WHAT YOU NEED TO DO: Print the listing below from its opening line through the line holding "background:var(--page); color:var(--text); height:100vh;", both ends included.
····················
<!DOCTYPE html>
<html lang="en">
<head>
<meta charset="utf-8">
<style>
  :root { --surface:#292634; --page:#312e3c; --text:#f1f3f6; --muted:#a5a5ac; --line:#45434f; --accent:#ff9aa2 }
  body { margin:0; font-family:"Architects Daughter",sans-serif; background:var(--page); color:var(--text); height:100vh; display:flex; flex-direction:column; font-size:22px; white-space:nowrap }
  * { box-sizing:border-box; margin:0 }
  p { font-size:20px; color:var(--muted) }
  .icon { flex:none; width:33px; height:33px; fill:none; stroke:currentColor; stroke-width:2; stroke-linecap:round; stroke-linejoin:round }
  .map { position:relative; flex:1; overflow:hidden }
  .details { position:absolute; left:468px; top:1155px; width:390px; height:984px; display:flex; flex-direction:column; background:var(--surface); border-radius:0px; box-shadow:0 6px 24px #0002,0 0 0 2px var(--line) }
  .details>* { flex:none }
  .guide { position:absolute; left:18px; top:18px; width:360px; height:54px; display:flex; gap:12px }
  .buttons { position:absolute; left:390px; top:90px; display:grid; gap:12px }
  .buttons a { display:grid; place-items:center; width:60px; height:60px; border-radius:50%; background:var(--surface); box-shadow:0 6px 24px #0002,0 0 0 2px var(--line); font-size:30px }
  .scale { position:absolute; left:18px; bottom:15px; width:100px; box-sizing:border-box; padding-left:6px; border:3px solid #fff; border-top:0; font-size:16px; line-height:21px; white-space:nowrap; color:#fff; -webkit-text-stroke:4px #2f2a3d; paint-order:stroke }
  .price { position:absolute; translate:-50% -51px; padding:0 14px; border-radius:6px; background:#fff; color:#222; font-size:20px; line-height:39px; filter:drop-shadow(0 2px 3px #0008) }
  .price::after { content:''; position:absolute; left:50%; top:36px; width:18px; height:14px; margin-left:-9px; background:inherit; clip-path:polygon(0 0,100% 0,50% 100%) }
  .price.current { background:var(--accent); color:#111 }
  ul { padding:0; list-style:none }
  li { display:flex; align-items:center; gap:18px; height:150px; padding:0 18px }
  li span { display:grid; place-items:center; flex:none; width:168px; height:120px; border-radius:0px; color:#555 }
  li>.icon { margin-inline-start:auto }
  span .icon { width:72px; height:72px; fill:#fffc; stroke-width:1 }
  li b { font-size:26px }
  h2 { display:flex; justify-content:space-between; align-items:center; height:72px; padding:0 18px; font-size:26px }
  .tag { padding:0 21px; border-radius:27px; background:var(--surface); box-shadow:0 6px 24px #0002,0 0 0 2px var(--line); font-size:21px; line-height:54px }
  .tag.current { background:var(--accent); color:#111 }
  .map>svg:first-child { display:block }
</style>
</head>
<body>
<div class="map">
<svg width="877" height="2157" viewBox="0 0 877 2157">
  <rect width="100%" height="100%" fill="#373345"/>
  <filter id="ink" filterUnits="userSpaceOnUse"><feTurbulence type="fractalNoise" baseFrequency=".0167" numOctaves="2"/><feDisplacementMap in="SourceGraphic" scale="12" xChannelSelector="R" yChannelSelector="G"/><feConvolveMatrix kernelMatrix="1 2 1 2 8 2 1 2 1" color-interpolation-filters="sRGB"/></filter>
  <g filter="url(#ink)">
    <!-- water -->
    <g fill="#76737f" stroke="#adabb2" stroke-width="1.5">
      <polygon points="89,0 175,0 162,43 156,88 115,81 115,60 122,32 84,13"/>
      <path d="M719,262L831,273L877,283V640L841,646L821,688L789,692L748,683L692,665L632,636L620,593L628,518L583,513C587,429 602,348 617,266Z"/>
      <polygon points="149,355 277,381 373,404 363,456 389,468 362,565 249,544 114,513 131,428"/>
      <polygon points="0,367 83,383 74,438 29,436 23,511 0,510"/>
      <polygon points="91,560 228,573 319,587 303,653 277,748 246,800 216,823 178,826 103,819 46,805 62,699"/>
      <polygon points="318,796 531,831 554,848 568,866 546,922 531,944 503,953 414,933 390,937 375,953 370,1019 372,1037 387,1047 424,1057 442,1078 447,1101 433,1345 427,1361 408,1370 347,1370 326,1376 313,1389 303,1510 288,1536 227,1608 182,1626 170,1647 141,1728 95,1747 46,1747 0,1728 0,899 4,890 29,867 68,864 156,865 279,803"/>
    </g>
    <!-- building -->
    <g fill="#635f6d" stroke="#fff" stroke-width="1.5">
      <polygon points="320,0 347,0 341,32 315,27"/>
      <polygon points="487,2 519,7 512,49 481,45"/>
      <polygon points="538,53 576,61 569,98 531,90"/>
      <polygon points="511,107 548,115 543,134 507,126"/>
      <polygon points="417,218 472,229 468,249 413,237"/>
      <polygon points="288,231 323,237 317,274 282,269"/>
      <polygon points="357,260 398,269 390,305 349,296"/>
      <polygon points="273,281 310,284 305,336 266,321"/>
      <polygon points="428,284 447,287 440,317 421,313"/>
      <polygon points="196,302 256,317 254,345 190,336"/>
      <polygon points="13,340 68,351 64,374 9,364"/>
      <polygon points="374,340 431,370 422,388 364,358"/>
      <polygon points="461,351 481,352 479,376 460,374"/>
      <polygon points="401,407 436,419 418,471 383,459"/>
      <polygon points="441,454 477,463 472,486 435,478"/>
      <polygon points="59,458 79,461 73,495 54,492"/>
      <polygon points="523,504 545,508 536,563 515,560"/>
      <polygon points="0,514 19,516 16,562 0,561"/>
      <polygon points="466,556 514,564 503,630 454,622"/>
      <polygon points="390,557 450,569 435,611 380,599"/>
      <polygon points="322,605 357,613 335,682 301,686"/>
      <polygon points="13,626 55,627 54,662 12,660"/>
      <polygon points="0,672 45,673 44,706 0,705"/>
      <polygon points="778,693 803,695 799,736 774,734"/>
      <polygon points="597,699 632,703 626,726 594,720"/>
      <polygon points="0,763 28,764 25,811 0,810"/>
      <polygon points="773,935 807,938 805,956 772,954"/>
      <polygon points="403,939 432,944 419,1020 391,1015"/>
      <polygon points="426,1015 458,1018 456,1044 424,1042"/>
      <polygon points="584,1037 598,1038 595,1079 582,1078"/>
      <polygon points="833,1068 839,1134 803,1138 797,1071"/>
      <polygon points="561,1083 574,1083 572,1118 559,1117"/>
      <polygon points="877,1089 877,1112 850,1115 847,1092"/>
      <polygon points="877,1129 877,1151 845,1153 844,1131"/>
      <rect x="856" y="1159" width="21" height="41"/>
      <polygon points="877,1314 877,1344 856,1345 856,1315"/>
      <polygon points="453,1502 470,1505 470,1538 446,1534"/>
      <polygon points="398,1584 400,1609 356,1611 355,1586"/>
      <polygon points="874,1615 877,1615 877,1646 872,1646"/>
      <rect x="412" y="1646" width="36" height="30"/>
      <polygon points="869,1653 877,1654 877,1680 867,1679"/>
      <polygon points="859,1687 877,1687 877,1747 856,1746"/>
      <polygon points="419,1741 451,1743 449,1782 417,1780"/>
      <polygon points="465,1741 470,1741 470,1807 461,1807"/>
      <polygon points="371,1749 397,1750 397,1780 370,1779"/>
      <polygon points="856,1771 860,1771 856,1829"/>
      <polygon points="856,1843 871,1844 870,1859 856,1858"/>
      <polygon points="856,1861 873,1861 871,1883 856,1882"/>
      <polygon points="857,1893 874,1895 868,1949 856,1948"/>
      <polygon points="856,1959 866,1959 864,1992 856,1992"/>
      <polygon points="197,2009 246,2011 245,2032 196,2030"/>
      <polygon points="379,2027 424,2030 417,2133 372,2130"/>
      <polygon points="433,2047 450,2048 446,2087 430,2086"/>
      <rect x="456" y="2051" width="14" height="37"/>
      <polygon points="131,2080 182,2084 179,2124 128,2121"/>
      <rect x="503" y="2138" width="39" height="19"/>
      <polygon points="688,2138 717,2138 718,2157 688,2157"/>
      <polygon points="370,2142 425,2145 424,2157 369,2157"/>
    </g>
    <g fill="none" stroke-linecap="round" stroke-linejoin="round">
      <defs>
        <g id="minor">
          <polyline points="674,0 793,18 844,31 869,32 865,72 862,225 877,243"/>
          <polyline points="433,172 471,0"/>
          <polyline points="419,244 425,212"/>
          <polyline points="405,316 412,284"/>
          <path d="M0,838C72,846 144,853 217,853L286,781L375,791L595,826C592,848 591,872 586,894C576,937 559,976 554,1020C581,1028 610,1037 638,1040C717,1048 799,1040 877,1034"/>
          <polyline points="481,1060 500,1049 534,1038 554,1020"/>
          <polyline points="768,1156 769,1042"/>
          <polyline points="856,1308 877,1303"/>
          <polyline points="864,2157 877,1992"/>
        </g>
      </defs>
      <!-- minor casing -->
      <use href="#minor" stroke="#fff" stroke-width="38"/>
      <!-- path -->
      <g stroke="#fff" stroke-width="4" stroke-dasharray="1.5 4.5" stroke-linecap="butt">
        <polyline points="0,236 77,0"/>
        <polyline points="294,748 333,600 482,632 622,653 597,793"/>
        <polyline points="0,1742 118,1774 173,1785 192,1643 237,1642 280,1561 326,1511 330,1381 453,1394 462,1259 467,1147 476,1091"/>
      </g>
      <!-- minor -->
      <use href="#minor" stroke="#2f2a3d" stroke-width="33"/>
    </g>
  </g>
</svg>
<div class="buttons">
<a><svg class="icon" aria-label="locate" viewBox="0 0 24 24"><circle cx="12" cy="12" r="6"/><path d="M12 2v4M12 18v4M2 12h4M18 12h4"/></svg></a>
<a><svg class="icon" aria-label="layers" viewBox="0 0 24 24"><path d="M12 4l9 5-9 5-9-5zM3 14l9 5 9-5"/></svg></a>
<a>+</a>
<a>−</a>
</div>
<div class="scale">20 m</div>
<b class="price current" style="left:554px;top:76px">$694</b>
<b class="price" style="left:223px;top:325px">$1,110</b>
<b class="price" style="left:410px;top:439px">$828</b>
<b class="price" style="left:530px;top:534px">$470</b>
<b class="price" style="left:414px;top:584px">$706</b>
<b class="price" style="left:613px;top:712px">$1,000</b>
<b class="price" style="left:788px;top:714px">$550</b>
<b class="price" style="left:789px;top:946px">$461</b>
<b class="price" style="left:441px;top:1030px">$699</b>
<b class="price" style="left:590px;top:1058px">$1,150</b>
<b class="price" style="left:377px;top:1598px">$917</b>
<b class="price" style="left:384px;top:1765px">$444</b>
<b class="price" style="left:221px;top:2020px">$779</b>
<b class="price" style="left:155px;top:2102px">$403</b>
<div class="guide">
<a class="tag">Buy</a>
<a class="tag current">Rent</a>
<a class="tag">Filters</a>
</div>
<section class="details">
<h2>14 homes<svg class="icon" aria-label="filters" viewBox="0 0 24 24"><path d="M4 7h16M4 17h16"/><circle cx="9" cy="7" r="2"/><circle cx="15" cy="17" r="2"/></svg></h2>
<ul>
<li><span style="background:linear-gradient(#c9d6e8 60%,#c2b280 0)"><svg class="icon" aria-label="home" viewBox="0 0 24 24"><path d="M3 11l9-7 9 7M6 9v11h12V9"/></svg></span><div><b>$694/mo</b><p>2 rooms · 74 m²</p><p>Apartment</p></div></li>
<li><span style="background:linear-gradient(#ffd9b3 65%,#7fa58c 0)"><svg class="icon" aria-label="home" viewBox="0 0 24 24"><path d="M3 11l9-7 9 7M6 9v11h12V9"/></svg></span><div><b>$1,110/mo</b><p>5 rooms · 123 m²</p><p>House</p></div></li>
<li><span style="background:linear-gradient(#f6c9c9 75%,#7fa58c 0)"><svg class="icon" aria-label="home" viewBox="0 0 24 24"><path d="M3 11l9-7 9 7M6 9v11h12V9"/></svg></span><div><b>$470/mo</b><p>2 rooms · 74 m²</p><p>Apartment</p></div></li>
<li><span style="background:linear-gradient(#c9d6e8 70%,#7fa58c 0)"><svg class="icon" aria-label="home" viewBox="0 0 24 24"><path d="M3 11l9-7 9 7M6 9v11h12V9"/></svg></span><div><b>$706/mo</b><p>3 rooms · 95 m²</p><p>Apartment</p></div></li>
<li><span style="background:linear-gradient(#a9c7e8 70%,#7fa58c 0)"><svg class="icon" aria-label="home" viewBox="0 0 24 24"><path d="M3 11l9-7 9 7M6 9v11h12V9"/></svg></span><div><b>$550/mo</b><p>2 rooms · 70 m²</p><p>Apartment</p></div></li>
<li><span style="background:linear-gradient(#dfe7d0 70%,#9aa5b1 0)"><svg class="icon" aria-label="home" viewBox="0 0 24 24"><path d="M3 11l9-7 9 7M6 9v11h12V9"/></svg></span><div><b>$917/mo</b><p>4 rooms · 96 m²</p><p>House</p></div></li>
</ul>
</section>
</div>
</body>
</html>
····················
THE COMPLETED TASK:
<!DOCTYPE html>
<html lang="en">
<head>
<meta charset="utf-8">
<style>
  :root { --surface:#292634; --page:#312e3c; --text:#f1f3f6; --muted:#a5a5ac; --line:#45434f; --accent:#ff9aa2 }
  body { margin:0; font-family:"Architects Daughter",sans-serif; background:var(--page); color:var(--text); height:100vh; display:flex; flex-direction:column; font-size:22px; white-space:nowrap }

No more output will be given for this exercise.